Priorities for next steps
Inpatient care in the MSFTFC, Maradi, Niger
Since community based approaches using RUTF are an accepted effective treatment for severe malnutrition, it will be important to develop clear guidelines and standards. The guidelines should note the similarities and differences between the different types of interventions (outpatient care, CTC), where they may be appropriate and expected programmes outcomes. Organisations considering implementing community based programmes and their donors need easy access to these guidelines and standards.
WHO and UNICEF leadership must work to quickly introduce and facilitate acceptance of community based approaches within national Ministries of Health. The role of UNICEF in both a coordination role and in ensuring sustainable supplies of RUTF in emergencies and beyond must be clearly defined.

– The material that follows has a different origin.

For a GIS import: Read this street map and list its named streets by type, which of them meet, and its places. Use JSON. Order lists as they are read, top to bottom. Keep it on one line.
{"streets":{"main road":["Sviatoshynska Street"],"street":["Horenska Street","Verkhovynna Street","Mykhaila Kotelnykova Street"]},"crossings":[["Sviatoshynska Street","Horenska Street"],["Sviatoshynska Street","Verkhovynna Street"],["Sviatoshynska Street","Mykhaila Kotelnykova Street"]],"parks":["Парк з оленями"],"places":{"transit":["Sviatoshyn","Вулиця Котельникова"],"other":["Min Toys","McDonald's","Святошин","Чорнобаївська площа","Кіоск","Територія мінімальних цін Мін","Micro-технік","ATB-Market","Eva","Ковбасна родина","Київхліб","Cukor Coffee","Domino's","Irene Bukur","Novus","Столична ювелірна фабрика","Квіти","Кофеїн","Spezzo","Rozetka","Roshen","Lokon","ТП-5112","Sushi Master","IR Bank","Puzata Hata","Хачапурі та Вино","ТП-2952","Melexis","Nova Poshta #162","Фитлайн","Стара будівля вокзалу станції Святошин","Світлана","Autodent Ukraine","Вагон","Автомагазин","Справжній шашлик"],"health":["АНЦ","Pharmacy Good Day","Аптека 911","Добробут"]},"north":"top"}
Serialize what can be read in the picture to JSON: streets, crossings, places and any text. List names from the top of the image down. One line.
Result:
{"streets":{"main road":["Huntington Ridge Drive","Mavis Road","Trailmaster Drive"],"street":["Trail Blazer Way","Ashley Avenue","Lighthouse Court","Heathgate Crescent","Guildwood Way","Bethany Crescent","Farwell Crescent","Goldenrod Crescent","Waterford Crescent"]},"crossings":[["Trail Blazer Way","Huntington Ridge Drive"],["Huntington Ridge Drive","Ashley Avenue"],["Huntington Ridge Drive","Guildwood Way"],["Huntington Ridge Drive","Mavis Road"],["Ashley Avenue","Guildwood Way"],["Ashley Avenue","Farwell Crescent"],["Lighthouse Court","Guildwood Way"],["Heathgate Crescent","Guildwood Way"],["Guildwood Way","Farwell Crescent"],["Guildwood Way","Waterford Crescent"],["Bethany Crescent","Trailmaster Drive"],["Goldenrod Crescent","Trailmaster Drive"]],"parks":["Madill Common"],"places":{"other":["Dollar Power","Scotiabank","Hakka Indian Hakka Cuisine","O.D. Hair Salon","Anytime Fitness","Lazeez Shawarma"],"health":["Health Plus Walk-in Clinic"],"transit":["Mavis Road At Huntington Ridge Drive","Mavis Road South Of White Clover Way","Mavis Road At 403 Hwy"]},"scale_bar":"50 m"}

One devil's advocate queried, "As many actors step up to undertake CTC or ambulatory care, will these types of programmes become another endless effort to alleviate chronic food and other nutrition-related issues, rather than addressing underlying root causes of malnutrition?" Hopefully not. However, acutely malnourished children need effective treatment. The good news is that for cases without complications, this treatment has now been radically simplified and thus is available to far more children than ever before.
1Plumpy'nut (Nutriset) was the RUTF used in Niger by all organisations involved in treatment of severe acute malnutrition.
2Collins S, Yates R. The need to update the classification of acute malnutrition. Lancet 2003; 362(9379):249. See also ENN special supplement no.2 Community Based Approaches to Managing Severe Malnutrition. Available from the EEN and online at http://www.ennonline.net
370% represents the uncomplicated cases. The other 30%, or some 18,000 cases, were complicated severe acute malnutrition requiring inpatient care.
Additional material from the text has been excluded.